Question Your Analytics

Now, more than ever, small business owners need to understand how to make sense of their web analytics before taking actions based on the data. Increasingly, bots and spammers are adding noise that needs to be filtered out before jumping to conclusions.

Lately, I have gotten a lot of questions from clients along these lines:

  • Why are there so many hits from Russia? Am I being attacked?
  • Why am I getting big traffic spikes on days I didn’t publish a new blog post?
  • Is ɢoogle.com real?

It is really important to configure filters on your analytics account which can identify known bots and spam sources. Only then can you compare the overall totals to a pool of much more likely “real” traffic. Without that, you are going to make conclusions based on flawed data.

Warning Signs

Many small businesses have a website mainly to serve as a place for people to find information about their company. They don’t do business through their website directly, or offer any website-exclusive content beyond the occasional blog post. Their website therefore gets relatively little traffic, which makes false hits even more problematic, since it represents a huge percentage of the total.
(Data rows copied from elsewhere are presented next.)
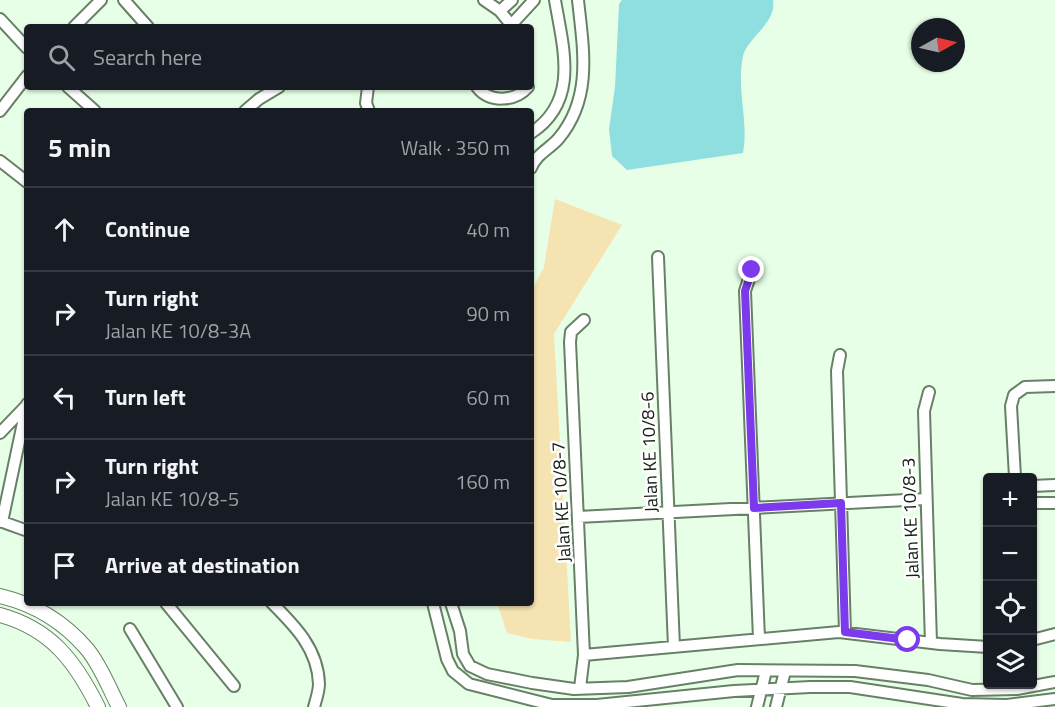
<!DOCTYPE html>
<meta charset="utf-8">
<style>
body{margin:0;font-family:"Titillium Web",sans-serif;background:#20242c;color:#f1f3f6}
.controls{position:absolute;right:18px;bottom:18px;display:grid;overflow:hidden;border-radius:6px;box-shadow:0 2px 4px #0004}
.controls button{width:54px;height:54px;display:grid;place-items:center;padding:0;border:0;border-bottom:2px solid #363941;background:#171b24;color:#f1f3f6;font:30px sans-serif}
.compass{position:absolute;left:911px;top:18px;width:54px;height:54px;border-radius:50%;background:#171b24;box-shadow:0 2px 4px #0004;rotate:82deg}
.stop{position:absolute;width:18px;height:18px;margin:-14px;border:4px solid #7c3aed;border-radius:50%;background:#fff}
.stop.end{background:#7c3aed;border-color:#fff;box-shadow:0 2px 6px #0008}
.list{margin:0;padding:0;list-style:none}
h2{display:flex;justify-content:space-between;align-items:center;height:78px;margin:0;padding:0 24px;font-size:26px}
h2 small{font-size:20px;font-weight:400;color:#9ea1a6}
.list li{display:grid;grid-template-columns:39px 1fr auto;gap:18px;align-items:center;box-sizing:border-box;height:84px;padding:0 24px;border-top:2px solid #363941}
.list b{display:block;font-size:22px;white-space:nowrap}
.list p{margin:0;font-size:20px;white-space:nowrap;color:#9ea1a6}
.list em{font-size:20px;font-style:normal;color:#9ea1a6}
.icon{flex:none;width:33px;height:33px;fill:none;stroke:currentColor;stroke-width:2;stroke-linecap:round;stroke-linejoin:round}
.map{position:relative;flex:none;width:1055px;height:707px;overflow:hidden}
.search{position:absolute;background:#171b24;box-shadow:0 2px 4px #0004;left:24px;top:24px;width:510px;height:66px;display:flex;align-items:center;gap:15px;box-sizing:border-box;padding:0 21px;border-radius:6px;color:#9ea1a6;font-size:22px}
.panel{position:absolute;background:#171b24;box-shadow:0 2px 4px #0004;left:24px;top:108px;width:510px;height:498px;border-radius:6px}
.map>svg:first-child{display:block}
</style>
<div class="map">
<svg width="1055" height="707" viewBox="0 0 1055 707">
<rect width="100%" height="100%" fill="#e8ffe7"/>
<path fill="#f5e3b1" d="M555,199L622,225L554,334L571,642L532,639L507,633L497,603H531V292L544,267Z"/>
<path fill="#90dfe0" d="M622,0H773C777,23 747,38 743,56C736,89 749,121 743,153L627,170L612,156L609,129L615,87L619,4Z"/>
<g fill="none" stroke-linecap="round" stroke-linejoin="round">
<g stroke="#678066" stroke-width="14">
<path id="minor" d="M124,0L148,27
M484,0L500,11L513,27
M500,11L512,0
M0,19L27,48
M511,25L534,0
M74,27L101,0
M68,87L95,111
M368,87L366,103L369,111
M477,87C489,103 515,102 528,87
M0,111L27,76
M245,111L259,99L279,87
M531,133C580,101 563,48 555,0
M0,161L27,182
M531,168C536,154 550,149 559,138C593,97 583,48 578,0
M658,257L674,647
M752,270L745,291L759,639
M840,355L837,371L845,632
M929,392L924,411L931,643
M0,433L26,406
M1015,477L1011,406L1014,395L1025,387L1055,386
M1032,486L1055,485
M1032,503H1055
M578,517L926,499
M0,521L25,530
M2,522L27,404
M166,603L234,686
M272,603C295,626 318,649 319,684C319,691 316,700 314,707
M433,603L447,659L453,671L469,684L552,705H597L734,691L810,687H850L962,704L1007,705L1055,699
M451,603L460,631L463,654L470,666L487,674L532,683L574,689L628,687L738,670L855,671L928,680L972,690L1017,689L1055,682
M130,629L177,707
M1032,640L1055,634
M584,655L839,632L940,644L988,647
M580,688L584,655L570,342L571,332L584,320
M757,707L766,671
M776,707L785,671"/>
</g>
<g stroke="#678066" stroke-width="16">
<path id="major" d="M0,596C34,604 64,622 87,649C101,666 109,688 119,707
M0,615C51,629 75,661 98,707"/>
</g>
<use href="#minor" stroke="#fff" stroke-width="10"/>
<use href="#major" stroke="#fff" stroke-width="14"/>
</g>
<g fill="none" stroke-linecap="round" stroke-linejoin="round">
<path stroke="#7c3aed" stroke-width="8" d="M752,270L745,291L754,508L841,503L845,632L908,640"/>
</g>
<g text-anchor="middle" dominant-baseline="central" stroke-width="5" stroke-linejoin="round" paint-order="stroke">
<g font-size="18" fill="#151f14" stroke="#fff">
<text transform="translate(649 452) rotate(-92)">Jalan KE 10/8-6</text>
<text transform="translate(561 502) rotate(-93)">Jalan KE 10/8-7</text>
<text transform="translate(910 518) rotate(-92)">Jalan KE 10/8-3</text>
</g>
</g>
</svg>
<div class="controls">
<button>+</button>
<button>−</button>
<button><svg class="icon" aria-label="locate" viewBox="0 0 24 24"><circle cx="12" cy="12" r="6"/><path d="M12 2v4M12 18v4M2 12h4M18 12h4"/></svg></button>
<button><svg class="icon" aria-label="layers" viewBox="0 0 24 24"><path d="M12 4l9 5-9 5-9-5zM3 14l9 5 9-5"/></svg></button>
</div>
<svg class="compass" viewBox="-18 -18 36 36"><path d="M0-13l5 13h-10z" fill="#e53935"/><path d="M0 13l5-13h-10z" fill="#9ea1a6"/></svg>
<div class="stop" style="left:908px;top:640px"></div>
<div class="stop end" style="left:752px;top:270px"></div>
<div class="search"><svg class="icon" aria-label="search" viewBox="0 0 24 24"><circle cx="10" cy="10" r="6"/><path d="M15 15l6 6"/></svg>Search here</div>
<section class="panel">
<h2>5 min<small>Walk · 350 m</small></h2>
<ul class="list">
<li><svg class="icon" aria-label="ahead" viewBox="0 0 24 24"><path d="M12 20V5M6 11l6-6 6 6"/></svg><div><b>Continue</b></div><em>40 m</em></li>
<li><svg class="icon" aria-label="right" viewBox="0 0 24 24"><path d="M7 20v-9h11M14 6l5 5-5 5"/></svg><div><b>Turn right</b><p>Jalan KE 10/8-3A</p></div><em>90 m</em></li>
<li><svg class="icon" aria-label="left" viewBox="0 0 24 24"><path d="M17 20v-9H6M10 6l-5 5 5 5"/></svg><div><b>Turn left</b></div><em>60 m</em></li>
<li><svg class="icon" aria-label="right" viewBox="0 0 24 24"><path d="M7 20v-9h11M14 6l5 5-5 5"/></svg><div><b>Turn right</b><p>Jalan KE 10/8-5</p></div><em>160 m</em></li>
<li><svg class="icon" aria-label="arrive" viewBox="0 0 24 24"><path d="M6 21V4h12l-3 4 3 4H6"/></svg><div><b>Arrive at destination</b></div></li>
</ul>
</section>
</div>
There are a lot of ways to identify likely spam in your analytics data. For many of my clients, it is not uncommon for more than 40% of incoming traffic in a given month to be traceable to fake sources. The screenshot above shows real data for a small business client of mine. Since January 1st of this year through today, just over 30% of their total traffic can be filtered out based on a few factors:

  • Filter Out Known Bots: There are groups who catalog known bots of many varieties. By teaching your analytics tools to ignore traffic from those sources, you can eliminate another whole category of bad traffic very quickly. These lists are updated regularly, which means that your analytics filter needs to be kept up-to-date.
  • Limit Hostname to your Domain(s): This is a confusing one, but sometimes traffic in your analytics never actually hit your site. There are exploits of Google Analytics which register incoming traffic that never actually visited the site. By filtering out traffic to anything but valid Hostnames for your company, you immediately remove a chunk of the problematic data.
  • Language Source: For most small businesses located in the U.S. the only language source you care about is “en-us” for United States English. Below is an example of data from the same client, over the same period of time, broken down by language.
Analytics by Language
“All Users” is the total data while “All Sessions (No Spam)” is the filtered data which removes known bots and only allows valid Hostnames.
  1. en-us: For this client, only 68.54% of the total traffic was “en-us” compared to 97.49% of the filtered traffic.
  2. (not set): Language “not set” is a typical attribute for bots, and made up 21.51% of all traffic to the site, with 0.00% making it through the spam filter.
  3. Secret.ɢoogle.com You are invited! Enter only with this ticket URL. Copy it. Vote for Trump!: Obviously this is not a real language. These began showing up frequently in October as the election coverage reached peak interest. It is spam which traces back to Russia and former-Soviet countries. The target of these spam links are the analysts reading the analytics report. The attackers are hoping you will be curious enough to follow the link. This is an example of malicious intent which is actually harmless to your site if left alone.
  4. pt-br (Portuguese – Brazil): Again, if traffic is coming from a large country where you don’t do business (such as Brazil), the odds are it is fake. The two hits that made it through the spam filter are likely also fake and should be filtered out in the future as I improve my detection methods and update from the lists of known bots.

Use the Right Data

You should be using analytics to determine where to focus your website and social media efforts. Knowing the ratio of desktop to mobile users or Android vs. iOS traffic can determine how you update your website, which social media strategies will lead to the most growth, or which platform you roll out an app for first. Bad data can skew your conclusions and lead you to make the wrong decisions.

Good analytics are an essential tool and many marketing and core business decisions should no longer be made without justification from the data. Make sure you understand how to read and make sense of that information and never rely solely upon generic totals without filters.